“They wanted all I could possibly write about The Shadow. Then for fifteen years, using the pen name Maxwell Grant, I sat before the typewriter doing a million words a year, mostly on The Shadow and Cranston, the chief character. It got so I could smash out these stories with the regularity and rhythm of setting up exercises.” — Walter Gibson, Writer Returns After 30 Years, in Utica Observer Dispatch, October 4, 1947
THE FIRST Shadow story, The Shadow of Wall Street, appeared in the February 1929 issue of Fame and Fortune, written by former dime novelist George C. Jenks, writing as Frank S. Lawton. Fame and Fortune was a casualty of the stock market crash. The Shadow of radio began as a voice used to promote Street & Smith’s new Detective Story Weekly. The Shadow’s sepulchral chuckle caught on with listeners and his background and his identity of Lamont Cranston were devised by Ruthrauff & Ryan, a Chrysler building ad agency.

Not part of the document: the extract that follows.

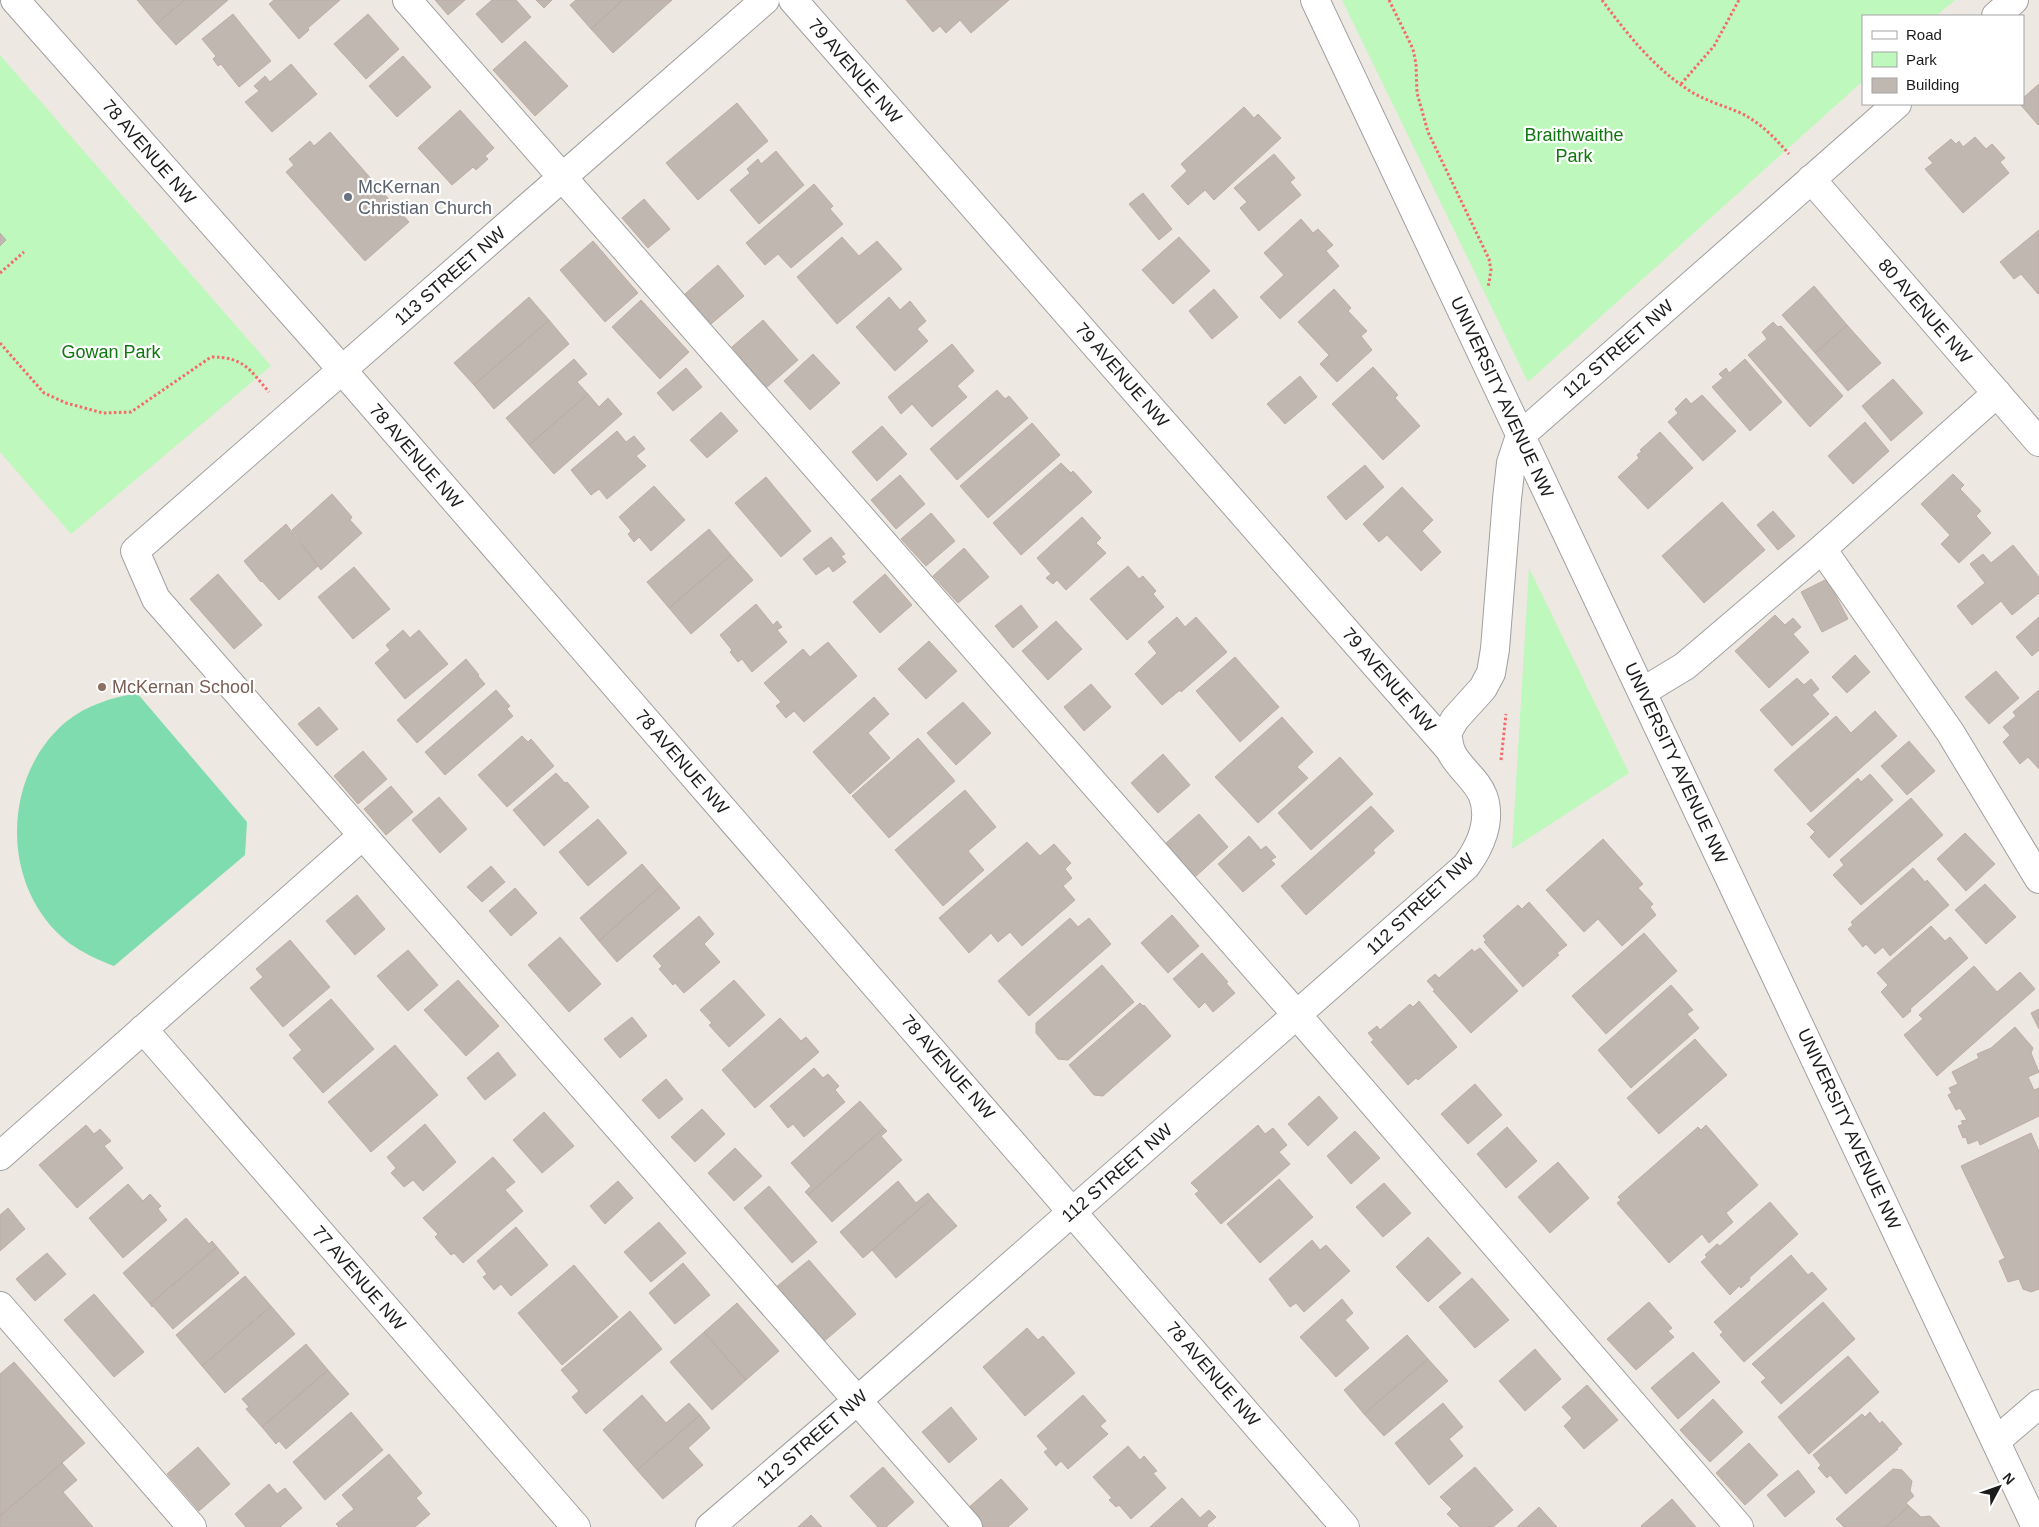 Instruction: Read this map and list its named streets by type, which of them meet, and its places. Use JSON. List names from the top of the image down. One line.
{"streets":{"street":["79 AVENUE NW","78 AVENUE NW","113 STREET NW","80 AVENUE NW","112 STREET NW","UNIVERSITY AVENUE NW","77 AVENUE NW"]},"crossings":[["78 AVENUE NW","113 STREET NW"],["78 AVENUE NW","112 STREET NW"],["80 AVENUE NW","112 STREET NW"],["112 STREET NW","UNIVERSITY AVENUE NW"]],"parks":["Braithwaithe Park","Gowan Park"],"places":["McKernan Christian Church","McKernan School"],"legend":["Road","Park","Building"],"north":"top right"}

THE QUARTERLY (soon monthly) pulp series began with The Living Shadow in April-June 1931 and lasted until summer 1949. Walter Gibson (b.1897), a former reporter on a Philadelphia daily, writing as Maxwell Grant, churned out 287 novel-length stories in the first fifteen years. Maxwell Grant’s books were reprinted in the 1960s – in paperbacks from Belmont and Bantam – books which introduced The Shadow to a new generation of fans.